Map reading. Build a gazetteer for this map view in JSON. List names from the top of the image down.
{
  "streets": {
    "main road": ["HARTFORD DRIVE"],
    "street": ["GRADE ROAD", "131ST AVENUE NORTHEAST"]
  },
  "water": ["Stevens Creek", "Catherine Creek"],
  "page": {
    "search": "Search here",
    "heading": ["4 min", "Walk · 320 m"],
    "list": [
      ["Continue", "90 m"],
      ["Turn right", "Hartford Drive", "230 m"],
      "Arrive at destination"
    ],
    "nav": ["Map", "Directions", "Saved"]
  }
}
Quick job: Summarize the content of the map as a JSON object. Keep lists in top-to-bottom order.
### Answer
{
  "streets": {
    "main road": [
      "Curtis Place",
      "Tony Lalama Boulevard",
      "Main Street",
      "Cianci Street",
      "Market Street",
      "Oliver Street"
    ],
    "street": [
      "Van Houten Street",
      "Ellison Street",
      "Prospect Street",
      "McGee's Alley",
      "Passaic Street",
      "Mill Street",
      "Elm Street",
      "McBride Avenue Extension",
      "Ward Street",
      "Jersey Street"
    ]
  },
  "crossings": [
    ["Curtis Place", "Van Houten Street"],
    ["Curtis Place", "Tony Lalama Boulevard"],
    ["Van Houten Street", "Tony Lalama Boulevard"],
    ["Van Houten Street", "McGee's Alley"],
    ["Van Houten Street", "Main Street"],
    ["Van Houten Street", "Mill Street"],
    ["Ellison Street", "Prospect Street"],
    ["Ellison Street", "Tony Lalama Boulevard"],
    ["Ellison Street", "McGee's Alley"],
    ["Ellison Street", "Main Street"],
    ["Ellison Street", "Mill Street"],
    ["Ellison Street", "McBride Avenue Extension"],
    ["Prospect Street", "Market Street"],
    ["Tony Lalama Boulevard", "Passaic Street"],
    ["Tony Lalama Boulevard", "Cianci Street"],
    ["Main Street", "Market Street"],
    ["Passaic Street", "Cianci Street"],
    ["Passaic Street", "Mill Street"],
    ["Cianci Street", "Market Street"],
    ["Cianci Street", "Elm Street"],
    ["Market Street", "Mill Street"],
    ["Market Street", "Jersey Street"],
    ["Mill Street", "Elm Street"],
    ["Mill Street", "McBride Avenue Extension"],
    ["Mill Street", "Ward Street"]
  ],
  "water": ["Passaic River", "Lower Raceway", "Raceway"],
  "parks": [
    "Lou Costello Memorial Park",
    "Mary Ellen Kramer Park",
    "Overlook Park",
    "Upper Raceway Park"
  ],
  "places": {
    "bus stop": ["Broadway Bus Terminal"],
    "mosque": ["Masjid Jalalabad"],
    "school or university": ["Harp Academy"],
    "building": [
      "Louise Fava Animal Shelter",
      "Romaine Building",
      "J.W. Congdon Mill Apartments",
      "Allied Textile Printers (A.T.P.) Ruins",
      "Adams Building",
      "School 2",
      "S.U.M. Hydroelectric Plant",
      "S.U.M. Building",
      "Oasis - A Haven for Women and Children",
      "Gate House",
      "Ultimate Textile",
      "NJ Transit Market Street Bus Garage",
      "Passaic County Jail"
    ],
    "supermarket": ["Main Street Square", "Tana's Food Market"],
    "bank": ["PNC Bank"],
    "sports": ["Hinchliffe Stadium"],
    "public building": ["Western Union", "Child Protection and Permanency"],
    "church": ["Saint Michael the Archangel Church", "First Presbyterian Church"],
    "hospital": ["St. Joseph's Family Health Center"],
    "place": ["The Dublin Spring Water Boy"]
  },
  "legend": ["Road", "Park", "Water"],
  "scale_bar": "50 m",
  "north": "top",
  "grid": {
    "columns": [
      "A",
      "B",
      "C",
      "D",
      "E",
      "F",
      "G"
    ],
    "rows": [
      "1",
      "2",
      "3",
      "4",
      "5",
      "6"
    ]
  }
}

──────

Task directions:
Your answer should be the full set of records above, restated exactly.

Completed task:
Map reading. Build a gazetteer for this map view in JSON. List names from the top of the image down.
{
  "streets": {
    "main road": ["HARTFORD DRIVE"],
    "street": ["GRADE ROAD", "131ST AVENUE NORTHEAST"]
  },
  "water": ["Stevens Creek", "Catherine Creek"],
  "page": {
    "search": "Search here",
    "heading": ["4 min", "Walk · 320 m"],
    "list": [
      ["Continue", "90 m"],
      ["Turn right", "Hartford Drive", "230 m"],
      "Arrive at destination"
    ],
    "nav": ["Map", "Directions", "Saved"]
  }
}
Quick job: Summarize the content of the map as a JSON object. Keep lists in top-to-bottom order.
### Answer
{
  "streets": {
    "main road": [
      "Curtis Place",
      "Tony Lalama Boulevard",
      "Main Street",
      "Cianci Street",
      "Market Street",
      "Oliver Street"
    ],
    "street": [
      "Van Houten Street",
      "Ellison Street",
      "Prospect Street",
      "McGee's Alley",
      "Passaic Street",
      "Mill Street",
      "Elm Street",
      "McBride Avenue Extension",
      "Ward Street",
      "Jersey Street"
    ]
  },
  "crossings": [
    ["Curtis Place", "Van Houten Street"],
    ["Curtis Place", "Tony Lalama Boulevard"],
    ["Van Houten Street", "Tony Lalama Boulevard"],
    ["Van Houten Street", "McGee's Alley"],
    ["Van Houten Street", "Main Street"],
    ["Van Houten Street", "Mill Street"],
    ["Ellison Street", "Prospect Street"],
    ["Ellison Street", "Tony Lalama Boulevard"],
    ["Ellison Street", "McGee's Alley"],
    ["Ellison Street", "Main Street"],
    ["Ellison Street", "Mill Street"],
    ["Ellison Street", "McBride Avenue Extension"],
    ["Prospect Street", "Market Street"],
    ["Tony Lalama Boulevard", "Passaic Street"],
    ["Tony Lalama Boulevard", "Cianci Street"],
    ["Main Street", "Market Street"],
    ["Passaic Street", "Cianci Street"],
    ["Passaic Street", "Mill Street"],
    ["Cianci Street", "Market Street"],
    ["Cianci Street", "Elm Street"],
    ["Market Street", "Mill Street"],
    ["Market Street", "Jersey Street"],
    ["Mill Street", "Elm Street"],
    ["Mill Street", "McBride Avenue Extension"],
    ["Mill Street", "Ward Street"]
  ],
  "water": ["Passaic River", "Lower Raceway", "Raceway"],
  "parks": [
    "Lou Costello Memorial Park",
    "Mary Ellen Kramer Park",
    "Overlook Park",
    "Upper Raceway Park"
  ],
  "places": {
    "bus stop": ["Broadway Bus Terminal"],
    "mosque": ["Masjid Jalalabad"],
    "school or university": ["Harp Academy"],
    "building": [
      "Louise Fava Animal Shelter",
      "Romaine Building",
      "J.W. Congdon Mill Apartments",
      "Allied Textile Printers (A.T.P.) Ruins",
      "Adams Building",
      "School 2",
      "S.U.M. Hydroelectric Plant",
      "S.U.M. Building",
      "Oasis - A Haven for Women and Children",
      "Gate House",
      "Ultimate Textile",
      "NJ Transit Market Street Bus Garage",
      "Passaic County Jail"
    ],
    "supermarket": ["Main Street Square", "Tana's Food Market"],
    "bank": ["PNC Bank"],
    "sports": ["Hinchliffe Stadium"],
    "public building": ["Western Union", "Child Protection and Permanency"],
    "church": ["Saint Michael the Archangel Church", "First Presbyterian Church"],
    "hospital": ["St. Joseph's Family Health Center"],
    "place": ["The Dublin Spring Water Boy"]
  },
  "legend": ["Road", "Park", "Water"],
  "scale_bar": "50 m",
  "north": "top",
  "grid": {
    "columns": [
      "A",
      "B",
      "C",
      "D",
      "E",
      "F",
      "G"
    ],
    "rows": [
      "1",
      "2",
      "3",
      "4",
      "5",
      "6"
    ]
  }
}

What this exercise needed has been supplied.